* _Action item_: What you produce should match the records below precisely, except that images are removed.

* _Stored data_:
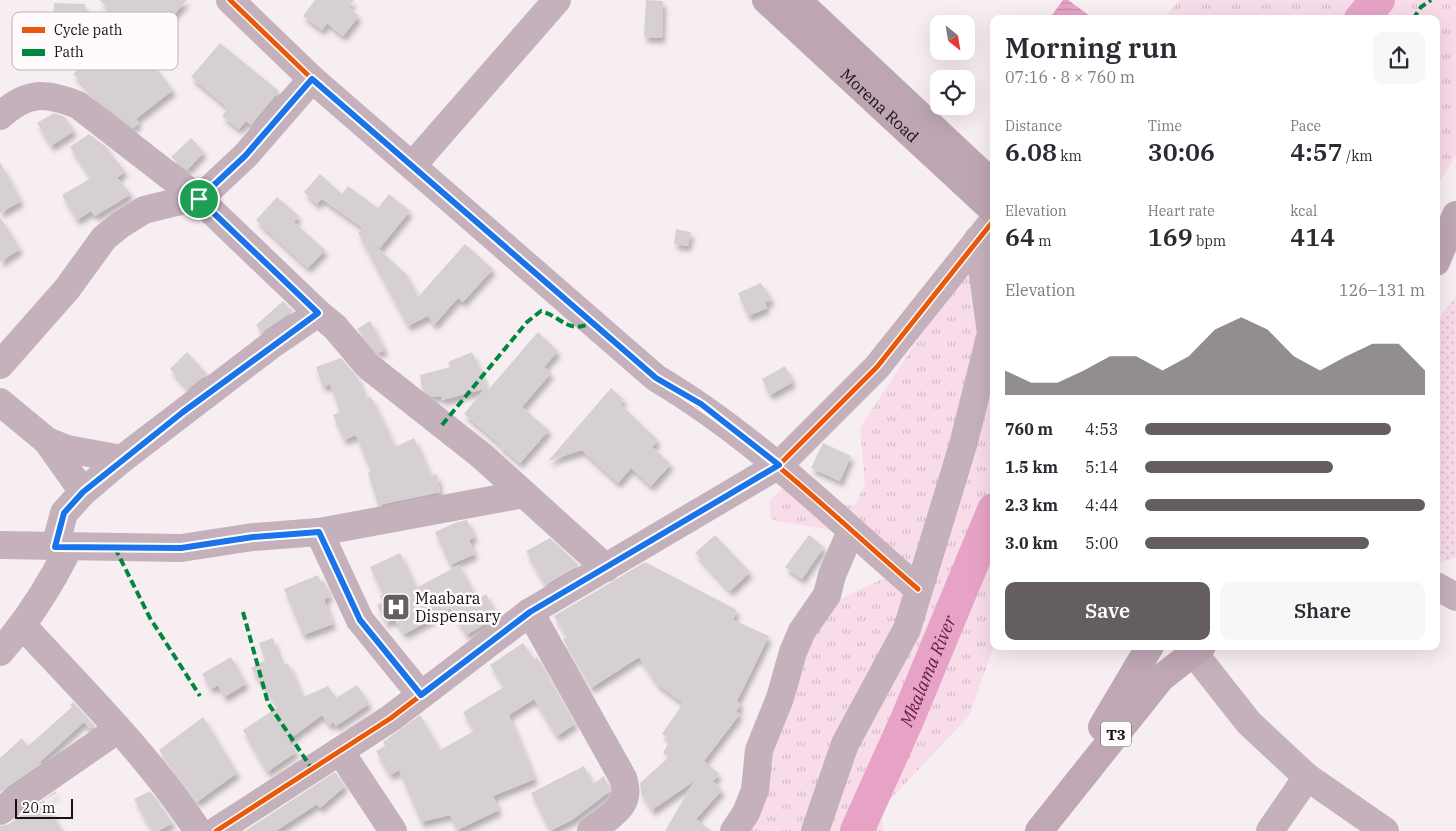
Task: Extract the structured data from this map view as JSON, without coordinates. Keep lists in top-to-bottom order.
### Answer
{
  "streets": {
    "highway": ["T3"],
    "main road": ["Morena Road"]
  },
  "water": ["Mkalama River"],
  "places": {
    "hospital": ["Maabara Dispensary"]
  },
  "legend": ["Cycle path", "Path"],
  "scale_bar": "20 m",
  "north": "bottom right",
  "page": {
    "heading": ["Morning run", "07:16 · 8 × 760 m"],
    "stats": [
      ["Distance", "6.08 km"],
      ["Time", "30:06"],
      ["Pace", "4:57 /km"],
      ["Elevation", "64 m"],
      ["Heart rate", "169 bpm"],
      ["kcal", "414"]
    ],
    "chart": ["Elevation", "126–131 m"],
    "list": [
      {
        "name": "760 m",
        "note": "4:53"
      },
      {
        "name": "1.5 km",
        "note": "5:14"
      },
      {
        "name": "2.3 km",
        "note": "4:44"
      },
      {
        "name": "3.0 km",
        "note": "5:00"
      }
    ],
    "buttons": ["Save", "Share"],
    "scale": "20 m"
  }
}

* _Problem solution_:
Task: Extract the structured data from this map view as JSON, without coordinates. Keep lists in top-to-bottom order.
### Answer
{
  "streets": {
    "highway": ["T3"],
    "main road": ["Morena Road"]
  },
  "water": ["Mkalama River"],
  "places": {
    "hospital": ["Maabara Dispensary"]
  },
  "legend": ["Cycle path", "Path"],
  "scale_bar": "20 m",
  "north": "bottom right",
  "page": {
    "heading": ["Morning run", "07:16 · 8 × 760 m"],
    "stats": [
      ["Distance", "6.08 km"],
      ["Time", "30:06"],
      ["Pace", "4:57 /km"],
      ["Elevation", "64 m"],
      ["Heart rate", "169 bpm"],
      ["kcal", "414"]
    ],
    "chart": ["Elevation", "126–131 m"],
    "list": [
      {
        "name": "760 m",
        "note": "4:53"
      },
      {
        "name": "1.5 km",
        "note": "5:14"
      },
      {
        "name": "2.3 km",
        "note": "4:44"
      },
      {
        "name": "3.0 km",
        "note": "5:00"
      }
    ],
    "buttons": ["Save", "Share"],
    "scale": "20 m"
  }
}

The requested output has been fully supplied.